To get ahead of the virus, Leibler says not only do workers need to be screened but also their family members and others in the community, in the event that the virus does evolve to spread easily among humans.

Dr. Rodney Young says doctors in the Texas panhandle have been vigilant about any cases of influenza, particularly among those who are around livestock, but so far there are no indications of anything out of the ordinary.

"We just haven't seen people who fit that description in order to suddenly be testing a lot more," says Young,regional chair of the Department of Family and Community Medicine at the Texas Tech Health Sciences Center School of Medicine in Amarillo.

Getting buy-in from dairy farms

Gray says it can be hard to detect and measure the illness in these rural workers for many reasons — their remote location, a reluctance to seek out health care, a lack of health insurance, concerns about immigration status, and a reticence among farmers "to wave the flag" that there are infections.

The farms he works with consider protecting workers and curbing the spread of this virus "a huge priority," but right now they bear all the risks of going public, he says.

Dr.

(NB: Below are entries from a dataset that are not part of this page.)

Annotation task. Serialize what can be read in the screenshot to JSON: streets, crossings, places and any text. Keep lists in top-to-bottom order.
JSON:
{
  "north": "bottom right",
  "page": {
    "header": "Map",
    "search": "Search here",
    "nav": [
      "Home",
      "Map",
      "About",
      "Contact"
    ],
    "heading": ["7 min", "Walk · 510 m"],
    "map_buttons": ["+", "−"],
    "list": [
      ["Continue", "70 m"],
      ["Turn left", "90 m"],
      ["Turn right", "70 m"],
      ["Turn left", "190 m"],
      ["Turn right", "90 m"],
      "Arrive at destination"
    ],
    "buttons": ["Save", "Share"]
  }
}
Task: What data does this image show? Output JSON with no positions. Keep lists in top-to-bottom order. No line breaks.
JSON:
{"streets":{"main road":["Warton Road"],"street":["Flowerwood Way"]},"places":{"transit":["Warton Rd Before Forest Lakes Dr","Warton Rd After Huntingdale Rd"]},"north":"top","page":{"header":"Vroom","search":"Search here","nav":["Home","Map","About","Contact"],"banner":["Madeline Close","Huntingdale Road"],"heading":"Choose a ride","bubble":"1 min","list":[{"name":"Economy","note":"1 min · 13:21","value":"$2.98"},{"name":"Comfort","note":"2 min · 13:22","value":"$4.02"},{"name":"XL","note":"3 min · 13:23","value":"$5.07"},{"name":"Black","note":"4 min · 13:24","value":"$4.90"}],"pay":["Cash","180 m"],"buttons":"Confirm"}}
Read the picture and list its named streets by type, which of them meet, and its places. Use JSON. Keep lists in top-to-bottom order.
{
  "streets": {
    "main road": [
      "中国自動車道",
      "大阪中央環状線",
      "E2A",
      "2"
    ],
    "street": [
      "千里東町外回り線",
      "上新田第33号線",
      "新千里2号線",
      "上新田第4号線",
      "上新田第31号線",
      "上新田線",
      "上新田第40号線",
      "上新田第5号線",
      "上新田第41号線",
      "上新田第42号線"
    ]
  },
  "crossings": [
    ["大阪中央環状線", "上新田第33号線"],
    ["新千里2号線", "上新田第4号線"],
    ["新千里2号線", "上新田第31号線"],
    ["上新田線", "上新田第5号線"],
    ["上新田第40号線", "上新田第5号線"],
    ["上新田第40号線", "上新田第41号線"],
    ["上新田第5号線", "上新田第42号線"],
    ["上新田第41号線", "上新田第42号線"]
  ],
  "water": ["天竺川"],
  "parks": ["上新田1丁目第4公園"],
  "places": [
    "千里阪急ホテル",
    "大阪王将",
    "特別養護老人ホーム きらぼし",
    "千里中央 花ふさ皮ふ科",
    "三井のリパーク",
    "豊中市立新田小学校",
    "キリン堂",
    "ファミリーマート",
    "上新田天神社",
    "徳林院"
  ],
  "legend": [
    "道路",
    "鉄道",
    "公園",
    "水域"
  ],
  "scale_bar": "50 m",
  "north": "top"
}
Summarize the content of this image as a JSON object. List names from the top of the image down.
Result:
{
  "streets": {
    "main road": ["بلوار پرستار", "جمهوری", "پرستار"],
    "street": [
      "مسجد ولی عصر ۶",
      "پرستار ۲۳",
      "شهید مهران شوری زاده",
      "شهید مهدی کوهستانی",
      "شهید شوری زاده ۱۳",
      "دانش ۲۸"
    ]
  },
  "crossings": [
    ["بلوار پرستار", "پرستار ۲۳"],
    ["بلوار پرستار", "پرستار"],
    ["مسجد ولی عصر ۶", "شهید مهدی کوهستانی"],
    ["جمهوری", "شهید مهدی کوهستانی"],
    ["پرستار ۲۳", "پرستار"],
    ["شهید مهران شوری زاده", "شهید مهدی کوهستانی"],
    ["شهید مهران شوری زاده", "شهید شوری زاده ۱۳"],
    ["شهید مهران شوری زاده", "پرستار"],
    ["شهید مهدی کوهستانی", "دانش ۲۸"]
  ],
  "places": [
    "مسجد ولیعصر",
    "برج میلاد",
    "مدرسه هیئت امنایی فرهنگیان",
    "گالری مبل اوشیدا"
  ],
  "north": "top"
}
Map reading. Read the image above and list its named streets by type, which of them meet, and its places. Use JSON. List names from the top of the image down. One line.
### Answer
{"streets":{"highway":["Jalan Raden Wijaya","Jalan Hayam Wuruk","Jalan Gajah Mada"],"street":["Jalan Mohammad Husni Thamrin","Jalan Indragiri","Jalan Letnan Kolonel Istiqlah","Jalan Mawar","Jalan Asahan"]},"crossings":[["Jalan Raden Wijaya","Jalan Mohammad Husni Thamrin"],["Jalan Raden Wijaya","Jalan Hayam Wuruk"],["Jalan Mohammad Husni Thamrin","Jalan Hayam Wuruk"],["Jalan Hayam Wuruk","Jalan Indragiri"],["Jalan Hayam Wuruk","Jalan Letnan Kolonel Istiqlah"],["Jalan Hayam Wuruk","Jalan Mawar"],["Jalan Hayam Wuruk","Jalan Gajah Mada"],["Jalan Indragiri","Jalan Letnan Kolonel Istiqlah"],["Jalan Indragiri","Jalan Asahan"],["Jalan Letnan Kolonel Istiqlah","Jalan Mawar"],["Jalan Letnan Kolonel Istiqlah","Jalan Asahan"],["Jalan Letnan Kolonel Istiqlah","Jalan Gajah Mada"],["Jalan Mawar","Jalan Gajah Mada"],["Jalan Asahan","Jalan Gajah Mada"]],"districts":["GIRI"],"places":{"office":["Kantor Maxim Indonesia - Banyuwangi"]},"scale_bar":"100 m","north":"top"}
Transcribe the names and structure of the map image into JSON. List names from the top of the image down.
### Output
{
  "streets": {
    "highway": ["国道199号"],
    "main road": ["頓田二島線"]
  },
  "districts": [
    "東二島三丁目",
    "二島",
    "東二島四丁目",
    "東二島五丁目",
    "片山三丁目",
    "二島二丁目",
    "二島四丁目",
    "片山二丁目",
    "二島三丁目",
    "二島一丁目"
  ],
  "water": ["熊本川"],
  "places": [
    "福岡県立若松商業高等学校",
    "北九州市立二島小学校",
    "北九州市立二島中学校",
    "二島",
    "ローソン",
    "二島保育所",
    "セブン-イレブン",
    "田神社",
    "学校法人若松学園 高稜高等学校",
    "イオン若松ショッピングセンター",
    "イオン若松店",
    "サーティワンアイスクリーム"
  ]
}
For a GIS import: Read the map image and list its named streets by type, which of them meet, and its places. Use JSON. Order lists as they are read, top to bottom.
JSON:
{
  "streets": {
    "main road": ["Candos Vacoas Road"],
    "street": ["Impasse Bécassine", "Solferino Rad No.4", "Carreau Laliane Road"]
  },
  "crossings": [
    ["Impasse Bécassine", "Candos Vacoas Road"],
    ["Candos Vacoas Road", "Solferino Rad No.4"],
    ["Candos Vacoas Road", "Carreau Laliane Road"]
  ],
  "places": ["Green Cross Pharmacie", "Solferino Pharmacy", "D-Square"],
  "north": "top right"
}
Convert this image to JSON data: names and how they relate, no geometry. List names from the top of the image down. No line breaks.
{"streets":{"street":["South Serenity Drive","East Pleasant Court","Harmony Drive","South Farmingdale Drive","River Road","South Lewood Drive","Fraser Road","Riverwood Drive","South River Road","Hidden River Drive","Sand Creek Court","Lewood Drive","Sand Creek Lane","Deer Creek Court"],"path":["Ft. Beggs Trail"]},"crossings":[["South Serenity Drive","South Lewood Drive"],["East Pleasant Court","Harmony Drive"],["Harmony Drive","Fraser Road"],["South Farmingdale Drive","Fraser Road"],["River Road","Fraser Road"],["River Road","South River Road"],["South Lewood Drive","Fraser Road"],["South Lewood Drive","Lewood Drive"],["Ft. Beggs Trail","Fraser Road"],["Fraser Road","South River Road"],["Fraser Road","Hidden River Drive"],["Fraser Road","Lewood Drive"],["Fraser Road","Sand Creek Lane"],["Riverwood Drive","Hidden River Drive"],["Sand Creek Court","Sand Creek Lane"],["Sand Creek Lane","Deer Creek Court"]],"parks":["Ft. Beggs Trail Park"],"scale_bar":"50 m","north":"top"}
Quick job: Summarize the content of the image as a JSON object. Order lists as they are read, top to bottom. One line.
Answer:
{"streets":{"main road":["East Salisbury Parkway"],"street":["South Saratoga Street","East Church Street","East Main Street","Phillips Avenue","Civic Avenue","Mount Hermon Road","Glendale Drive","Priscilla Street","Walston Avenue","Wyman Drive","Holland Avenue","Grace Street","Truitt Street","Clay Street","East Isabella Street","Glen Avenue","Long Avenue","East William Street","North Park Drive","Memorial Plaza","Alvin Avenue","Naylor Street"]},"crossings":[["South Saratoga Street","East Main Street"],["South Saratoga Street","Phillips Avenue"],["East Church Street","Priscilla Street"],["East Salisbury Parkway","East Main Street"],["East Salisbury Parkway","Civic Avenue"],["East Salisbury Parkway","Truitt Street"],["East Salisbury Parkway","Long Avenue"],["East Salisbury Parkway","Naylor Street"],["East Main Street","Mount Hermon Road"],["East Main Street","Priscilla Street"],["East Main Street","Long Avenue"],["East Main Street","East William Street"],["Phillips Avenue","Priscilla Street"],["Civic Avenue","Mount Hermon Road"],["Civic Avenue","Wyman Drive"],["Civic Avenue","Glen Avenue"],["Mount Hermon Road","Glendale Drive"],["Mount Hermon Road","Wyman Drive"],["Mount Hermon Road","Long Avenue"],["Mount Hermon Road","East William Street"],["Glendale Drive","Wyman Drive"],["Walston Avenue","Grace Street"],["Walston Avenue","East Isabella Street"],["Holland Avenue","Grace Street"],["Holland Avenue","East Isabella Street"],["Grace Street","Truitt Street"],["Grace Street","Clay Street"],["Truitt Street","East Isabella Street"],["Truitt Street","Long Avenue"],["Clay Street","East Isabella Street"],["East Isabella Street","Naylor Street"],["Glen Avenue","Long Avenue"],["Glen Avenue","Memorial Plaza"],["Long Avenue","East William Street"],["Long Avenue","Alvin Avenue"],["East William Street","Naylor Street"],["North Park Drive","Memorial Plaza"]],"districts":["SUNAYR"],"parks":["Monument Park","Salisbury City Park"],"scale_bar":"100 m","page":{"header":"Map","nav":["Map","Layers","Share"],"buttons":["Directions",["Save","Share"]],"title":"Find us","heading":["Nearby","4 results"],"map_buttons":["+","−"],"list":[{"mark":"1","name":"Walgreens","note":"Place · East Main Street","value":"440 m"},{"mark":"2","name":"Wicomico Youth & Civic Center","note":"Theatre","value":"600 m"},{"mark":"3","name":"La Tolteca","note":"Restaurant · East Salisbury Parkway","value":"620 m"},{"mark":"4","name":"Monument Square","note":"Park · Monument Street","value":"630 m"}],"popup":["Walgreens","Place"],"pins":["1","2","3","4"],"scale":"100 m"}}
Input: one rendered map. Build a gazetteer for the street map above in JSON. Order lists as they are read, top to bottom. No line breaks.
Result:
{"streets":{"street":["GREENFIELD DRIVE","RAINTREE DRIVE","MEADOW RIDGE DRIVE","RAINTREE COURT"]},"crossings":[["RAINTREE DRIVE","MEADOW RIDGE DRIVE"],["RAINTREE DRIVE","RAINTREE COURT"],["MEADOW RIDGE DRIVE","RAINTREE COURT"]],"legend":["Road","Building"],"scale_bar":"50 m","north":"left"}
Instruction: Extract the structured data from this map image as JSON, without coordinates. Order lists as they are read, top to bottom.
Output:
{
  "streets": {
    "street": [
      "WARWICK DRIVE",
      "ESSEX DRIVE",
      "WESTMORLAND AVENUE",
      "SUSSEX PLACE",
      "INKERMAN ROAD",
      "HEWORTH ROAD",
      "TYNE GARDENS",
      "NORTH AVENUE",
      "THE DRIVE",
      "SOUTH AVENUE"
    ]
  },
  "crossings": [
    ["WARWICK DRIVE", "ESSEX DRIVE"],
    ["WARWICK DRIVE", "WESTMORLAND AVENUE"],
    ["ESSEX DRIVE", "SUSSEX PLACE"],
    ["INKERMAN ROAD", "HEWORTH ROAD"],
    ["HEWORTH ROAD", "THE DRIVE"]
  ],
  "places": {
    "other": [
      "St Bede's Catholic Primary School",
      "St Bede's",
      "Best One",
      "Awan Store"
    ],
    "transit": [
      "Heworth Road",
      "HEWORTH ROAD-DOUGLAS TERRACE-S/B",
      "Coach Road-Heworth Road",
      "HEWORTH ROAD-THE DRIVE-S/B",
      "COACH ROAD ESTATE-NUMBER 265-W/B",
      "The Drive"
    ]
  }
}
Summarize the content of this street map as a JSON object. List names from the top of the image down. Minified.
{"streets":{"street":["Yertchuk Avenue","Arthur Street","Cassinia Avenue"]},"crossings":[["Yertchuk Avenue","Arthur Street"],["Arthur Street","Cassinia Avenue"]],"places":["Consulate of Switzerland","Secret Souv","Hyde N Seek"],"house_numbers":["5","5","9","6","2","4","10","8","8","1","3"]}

Fred Gingrich says this is a major barrier to closer cooperation between federal health officials and the industry during the current crisis.

Dairy cattle farmers currently don't get compensated for reporting infections in their herds — unlike poultry farmers who receive indemnity payments for losses related to culling birds when they find cases, says Gingrich, executive director of the American Association of Bovine Practitioners.

"So what is their incentive to report?" he says, "It's the same virus. It just doesn't kill our cows."

Gray has managed to start collecting samples from humans and cattle at several dairy farms that recently dealt with the virus. It's part of a study that he launched before the H5N1 outbreak in response to concerns about SARS-CoV-2 spillover on farms.

They'll look for evidence of exposure to novel influenza, including bird flu --something he's able to pull off because of his background in this area and his guarantee that the farms will be kept anonymous in the published work.

What concerns him most is the possibility the outbreak could wind up at another kind of farm.

"We know when it hits the poultry farms because the birds die, but the pigs may or may not manifest severe illness," he says, "The virus can just churn, make many copies of itself and the probability of spilling over to those workers is much greater."